Are you struggling with high cardinality issues in your observability metrics, watching your data storage and querying costs spiral out of control? This situation can render the valuable data you collect to understand your systems' health completely unusable. I have experienced this problem firsthand multiple times, both in my own projects and in the enterprise systems I've worked on. High cardinality simply means having too many unique label combinations for a metric. This leads to overloaded databases, prolonged query times, and ultimately, bloated bills. In this post, I will share three fundamental methods I use to solve this annoying problem and reduce costs, complete with concrete examples.
When I first encountered this issue, we were monitoring the order processing flow of an e-commerce platform. We used unique identifiers like customer_id, product_id, and order_id as labels for every order. In a short time, millions of different label combinations were generated, and our Prometheus storage quickly filled up. Queries started taking almost 10 minutes. This was one of those moments when "observability" stopped helping us and started hindering us. Drawing from these experiences, I learned how to manage high cardinality.
Narrowing Down Metrics: Choose Your Labels Wisely
The root cause of high cardinality is using too many highly specific labels unnecessarily. When monitoring a metric, the first step is to question what we actually need to know. For example, when monitoring the latency of an API request, using unique labels for every request like request_id or trace_id usually doesn't make sense. Distributed tracing systems (such as Jaeger or Tempo) are much better suited for collecting this type of information. Metrics are generally used to understand broader trends and the overall health of the system.
While working on a production ERP system, we were monitoring CPU usage on a per-server basis. Initially, we used exactly 15 different labels, including server_name, datacenter, rack_number, os_version, kernel_version, and cpu_model. As the number of servers grew, this pushed cardinality to astronomical levels. After an analysis, we decided that just the server_name and datacenter labels were sufficient for our basic monitoring needs. Information like cpu_model was rarely needed, and we could turn to more specific system tools for those details. Following this change, the metric's cardinality count dropped by 90%.
💡 Tip for Label Selection
Before adding a label to a metric, ask yourself these questions:
- Should this label change the meaning of the metric?
- Can I still get the necessary information from the metric without this label?
- How many unique values can this label take, and how does it affect the overall cardinality of the system?
- Is this label only needed to diagnose a specific issue, or is it for general monitoring?
This narrowing strategy not only reduces storage costs but also incredibly improves query performance. Queries made with fewer labels require far less processing power on the database. This ensures that queries return in milliseconds, especially in time-series databases like Prometheus.
Real-World Example: customer_id vs. customer_segment
On a SaaS platform, we were monitoring API calls per user. Initially, we used the customer_id label. This meant a separate time series for every single customer. As the number of customers grew, cardinality skyrocketed.

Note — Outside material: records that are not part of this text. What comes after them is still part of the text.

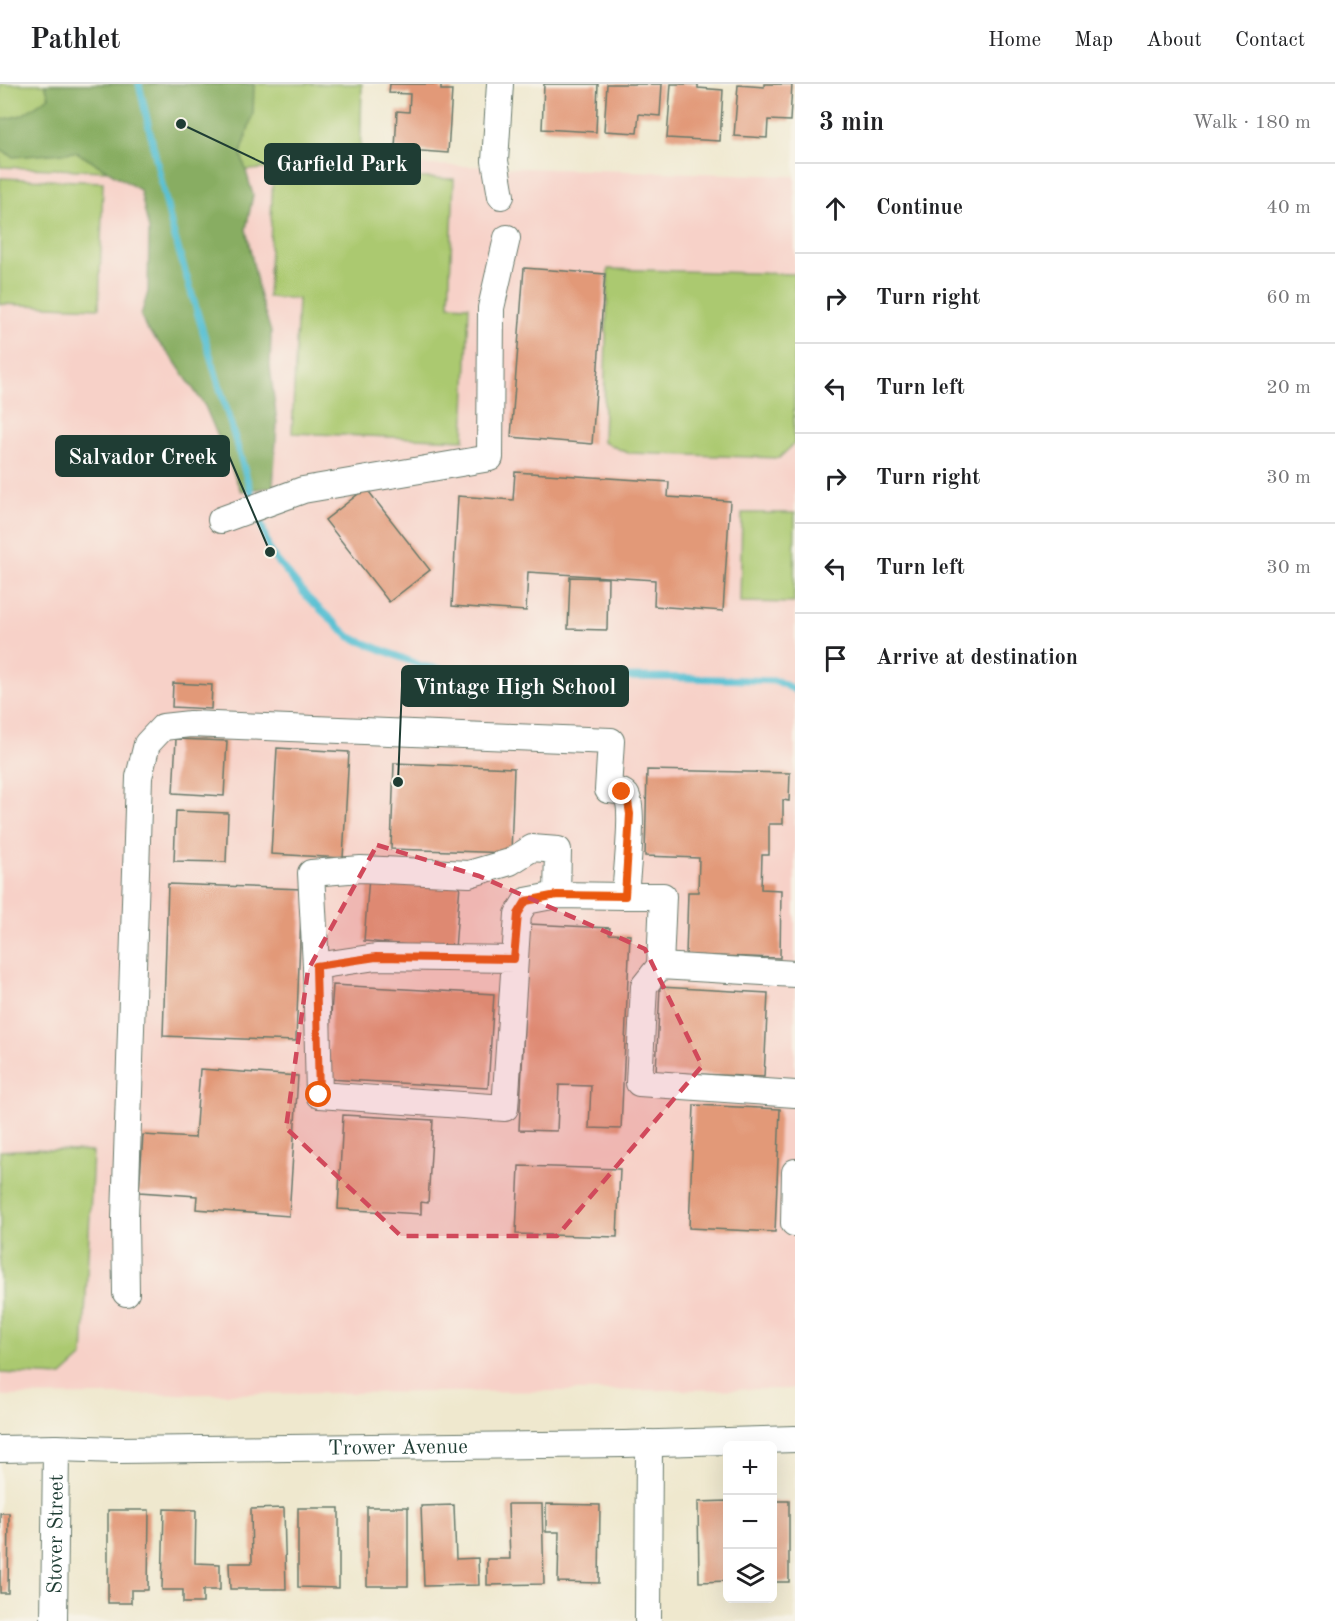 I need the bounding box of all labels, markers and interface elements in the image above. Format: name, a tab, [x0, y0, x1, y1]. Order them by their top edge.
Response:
text: Pathlet	[30, 27, 121, 55]
text: Home	[988, 30, 1041, 51]
text: Map	[1074, 30, 1113, 51]
text: About	[1146, 30, 1202, 51]
text: Contact	[1235, 30, 1305, 51]
text: 3 min	[819, 110, 884, 136]
text: Walk · 180 m	[1192, 113, 1311, 133]
callout: Garfield Park	[265, 144, 420, 184]
text: Garfield Park	[276, 154, 408, 176]
icon: ahead	[819, 192, 852, 225]
text: Continue	[876, 197, 963, 219]
text: 40 m	[1266, 198, 1311, 218]
icon: right	[819, 282, 852, 315]
text: Turn right	[876, 287, 980, 309]
text: 60 m	[1266, 288, 1311, 308]
icon: left	[819, 372, 852, 405]
text: Turn left	[876, 377, 965, 399]
text: 20 m	[1266, 378, 1311, 398]
callout: Salvador Creek	[56, 436, 229, 476]
text: Salvador Creek	[68, 447, 218, 469]
icon: right	[819, 462, 852, 495]
text: Turn right	[876, 467, 980, 489]
text: 30 m	[1266, 468, 1311, 488]
icon: left	[819, 552, 852, 585]
text: Turn left	[876, 557, 965, 579]
text: 30 m	[1266, 558, 1311, 578]
icon: arrive	[819, 642, 852, 675]
text: Arrive at destination	[876, 647, 1078, 669]
callout: Vintage High School	[402, 666, 628, 706]
text: Vintage High School	[414, 677, 617, 699]
route end	[608, 778, 634, 804]
route start	[305, 1081, 331, 1107]
street label: Trower Avenue	[328, 1437, 468, 1460]
map controls	[723, 1441, 777, 1603]
button: +	[723, 1441, 777, 1495]
street label: Stover Street	[45, 1474, 68, 1594]
button: −	[723, 1495, 777, 1549]
button: layers	[723, 1549, 777, 1603] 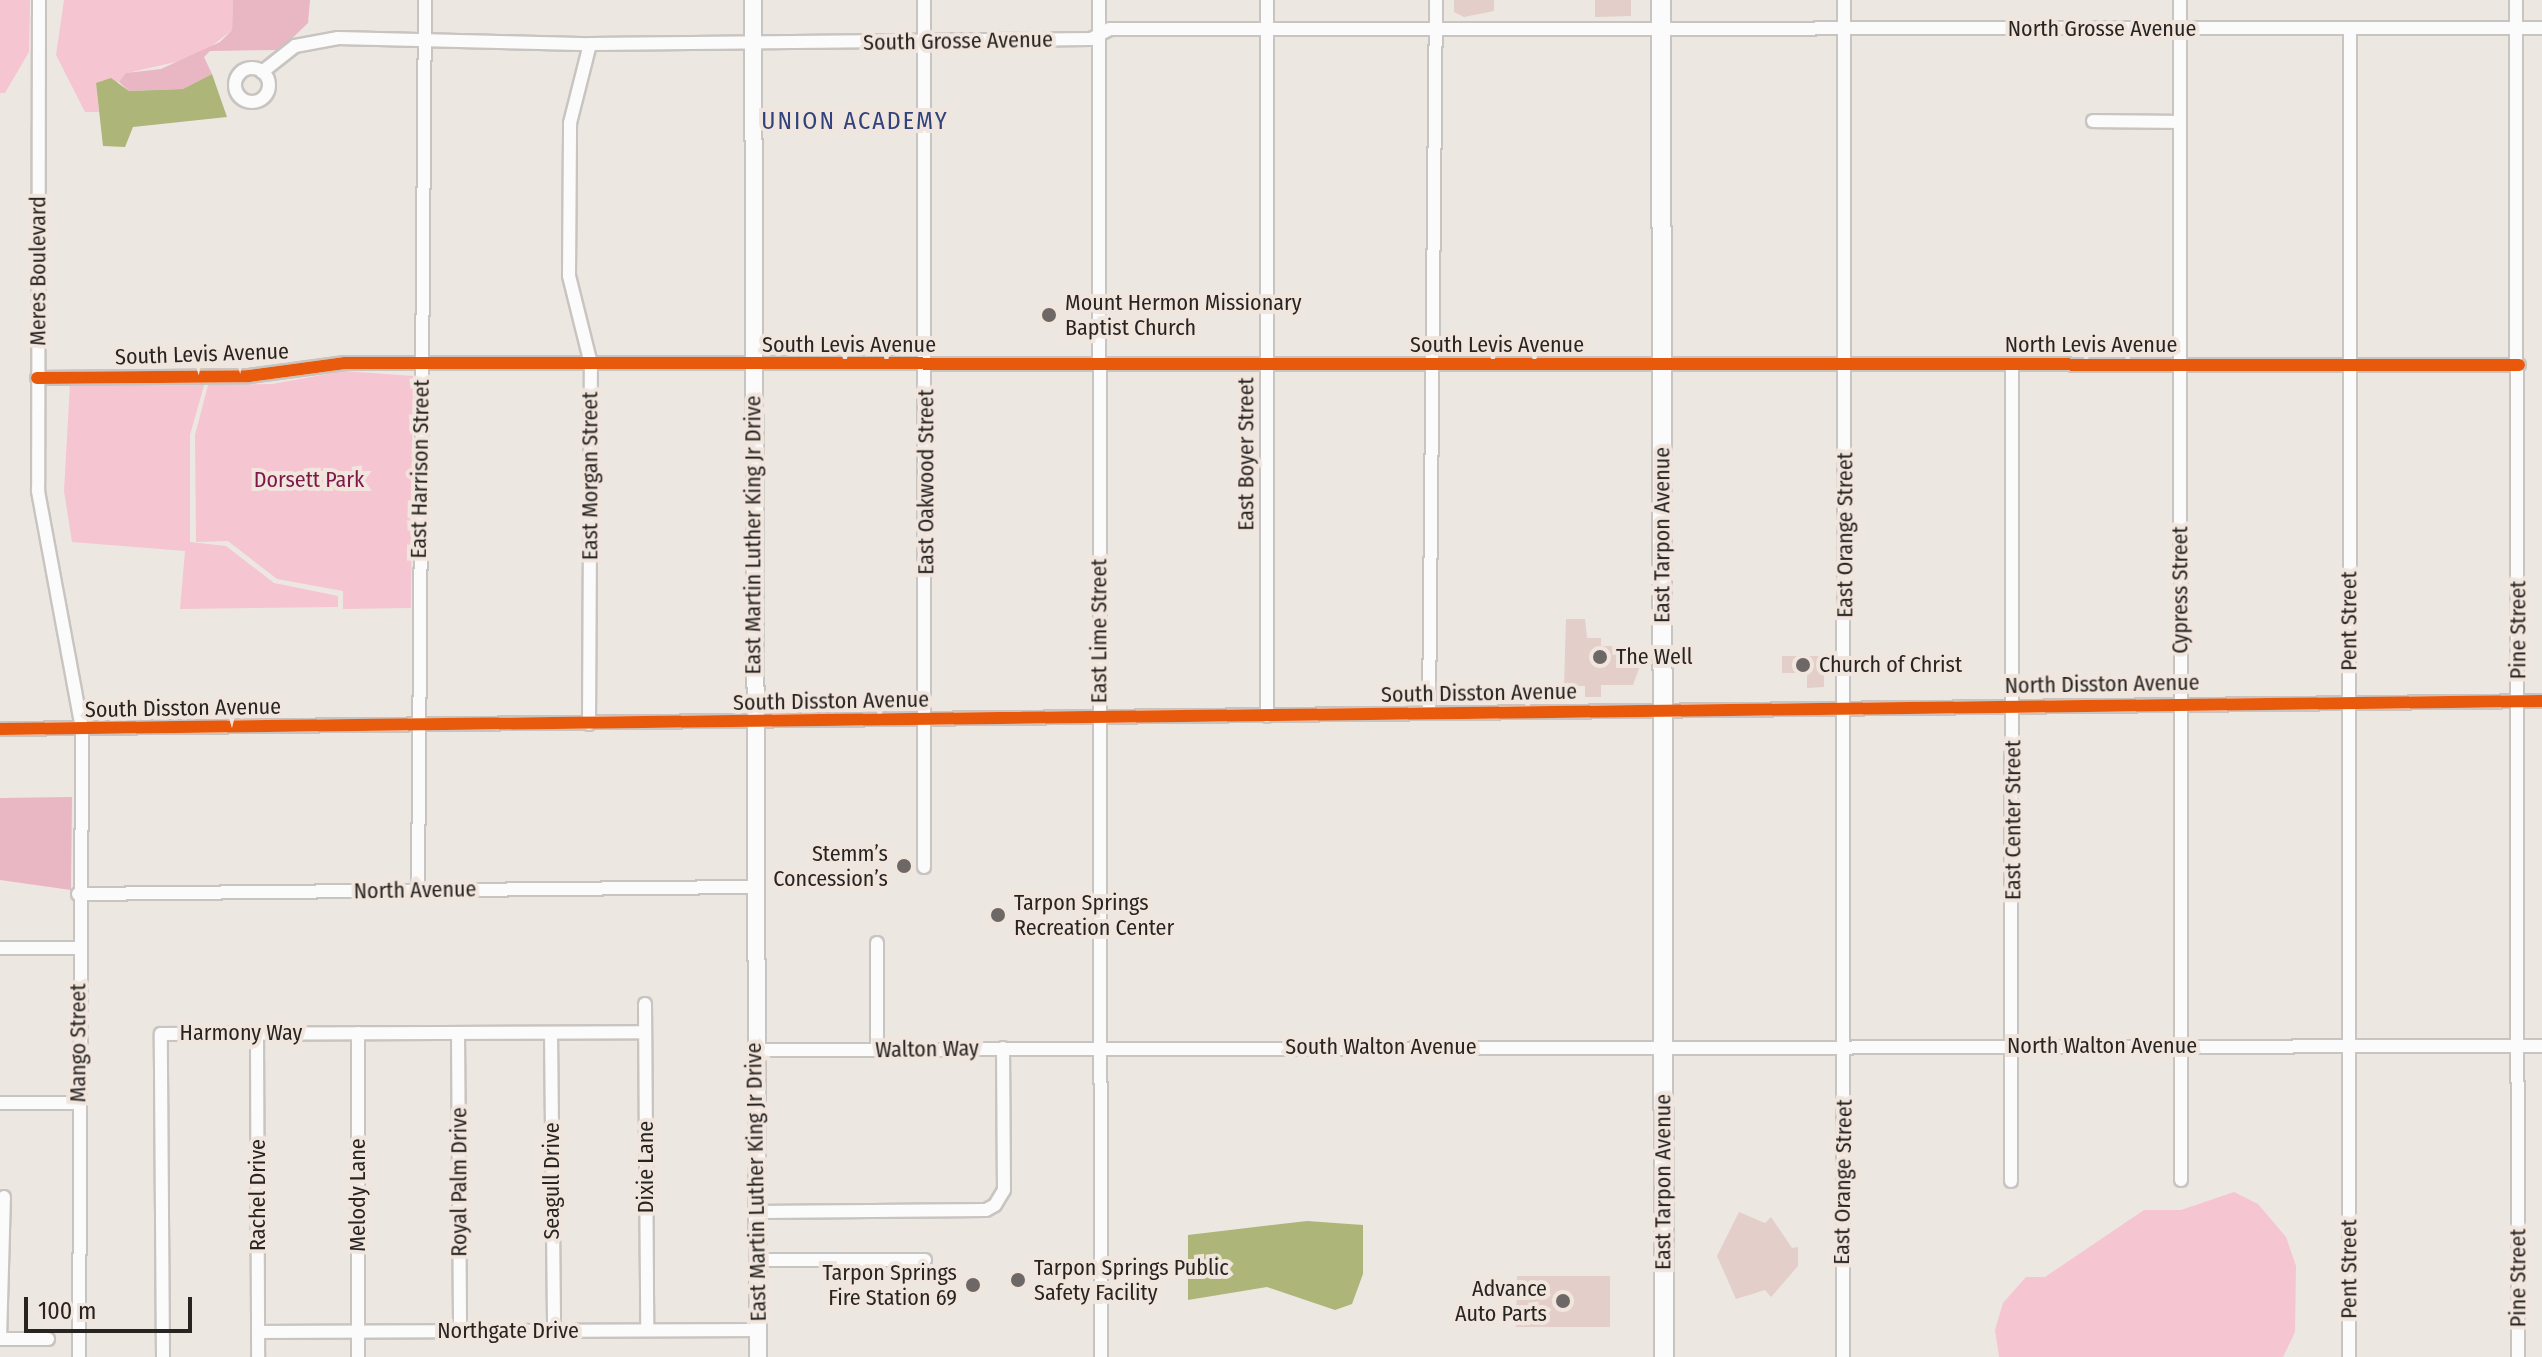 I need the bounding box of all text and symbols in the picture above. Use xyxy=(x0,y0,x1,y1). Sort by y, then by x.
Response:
street label: North Grosse Avenue xyxy=(2008,16,2196,42)
street label: South Grosse Avenue xyxy=(863,26,1053,56)
district label: UNION ACADEMY xyxy=(761,108,949,136)
street label: Meres Boulevard xyxy=(25,196,51,346)
place label: Mount Hermon Missionary Baptist Church xyxy=(1065,289,1302,340)
marker: Mount Hermon Missionary Baptist Church xyxy=(1040,306,1058,324)
street label: South Levis Avenue xyxy=(762,332,936,358)
street label: South Levis Avenue xyxy=(1410,332,1584,358)
street label: North Levis Avenue xyxy=(2005,332,2177,358)
street label: South Levis Avenue xyxy=(115,338,289,370)
street label: East Boyer Street xyxy=(1233,377,1259,531)
street label: East Harrison Street xyxy=(405,379,435,559)
street label: East Oakwood Street xyxy=(913,389,939,575)
street label: East Morgan Street xyxy=(577,392,603,560)
street label: East Martin Luther King Jr Drive xyxy=(740,395,766,675)
street label: East Tarpon Avenue xyxy=(1649,447,1675,623)
street label: East Orange Street xyxy=(1832,452,1858,618)
park label: Dorsett Park xyxy=(254,467,364,493)
street label: Cypress Street xyxy=(2167,526,2193,654)
street label: East Lime Street xyxy=(1086,559,1112,703)
street label: Pent Street xyxy=(2336,571,2362,671)
street label: Pine Street xyxy=(2505,581,2531,679)
place label: The Well xyxy=(1616,644,1693,670)
marker: The Well xyxy=(1591,648,1609,666)
place label: Church of Christ xyxy=(1819,652,1962,678)
marker: Church of Christ xyxy=(1794,656,1812,674)
street label: North Disston Avenue xyxy=(2004,669,2200,699)
street label: South Disston Avenue xyxy=(1381,678,1577,708)
street label: South Disston Avenue xyxy=(733,686,929,716)
street label: South Disston Avenue xyxy=(85,693,281,723)
street label: East Center Street xyxy=(2000,740,2026,900)
place label: Stemm’s Concession’s xyxy=(773,840,888,892)
marker: Stemm’s Concession’s xyxy=(895,857,913,875)
street label: North Avenue xyxy=(353,876,477,904)
place label: Tarpon Springs Recreation Center xyxy=(1014,889,1174,940)
marker: Tarpon Springs Recreation Center xyxy=(989,906,1007,924)
street label: Mango Street xyxy=(65,984,91,1102)
street label: Harmony Way xyxy=(180,1020,302,1046)
street label: North Walton Avenue xyxy=(2007,1033,2197,1059)
street label: South Walton Avenue xyxy=(1285,1034,1477,1060)
street label: Walton Way xyxy=(875,1035,979,1063)
street label: East Martin Luther King Jr Drive xyxy=(740,1042,772,1322)
street label: East Tarpon Avenue xyxy=(1650,1094,1676,1270)
street label: East Orange Street xyxy=(1828,1099,1858,1265)
street label: Royal Palm Drive xyxy=(446,1107,472,1257)
street label: Dixie Lane xyxy=(633,1121,659,1213)
street label: Seagull Drive xyxy=(539,1122,565,1240)
street label: Melody Lane xyxy=(345,1138,371,1252)
street label: Rachel Drive xyxy=(245,1139,271,1251)
street label: Pent Street xyxy=(2336,1219,2362,1319)
street label: Pine Street xyxy=(2505,1229,2531,1327)
place label: Tarpon Springs Public Safety Facility xyxy=(1034,1254,1229,1306)
place label: Tarpon Springs Fire Station 69 xyxy=(822,1259,957,1310)
marker: Tarpon Springs Public Safety Facility xyxy=(1009,1271,1027,1289)
place label: Advance Auto Parts xyxy=(1455,1275,1547,1326)
marker: Tarpon Springs Fire Station 69 xyxy=(964,1276,982,1294)
scale bar xyxy=(28,1281,196,1331)
marker: Advance Auto Parts xyxy=(1554,1292,1572,1310)
text: 100 m xyxy=(38,1297,96,1325)
street label: Northgate Drive xyxy=(437,1318,579,1344)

To solve the problem, we identified the segment each customer belonged to (e.g., free, premium, enterprise) and started using the customer_segment label instead of customer_id. This simple change reduced cardinality thousands of times over. We could now track general trends regarding API calls for users in the premium segment. When we wanted to perform detailed analysis on an individual customer level, we retrieved this information directly from logs or tracing systems instead of metrics.
# Old metric definition (causes high cardinality)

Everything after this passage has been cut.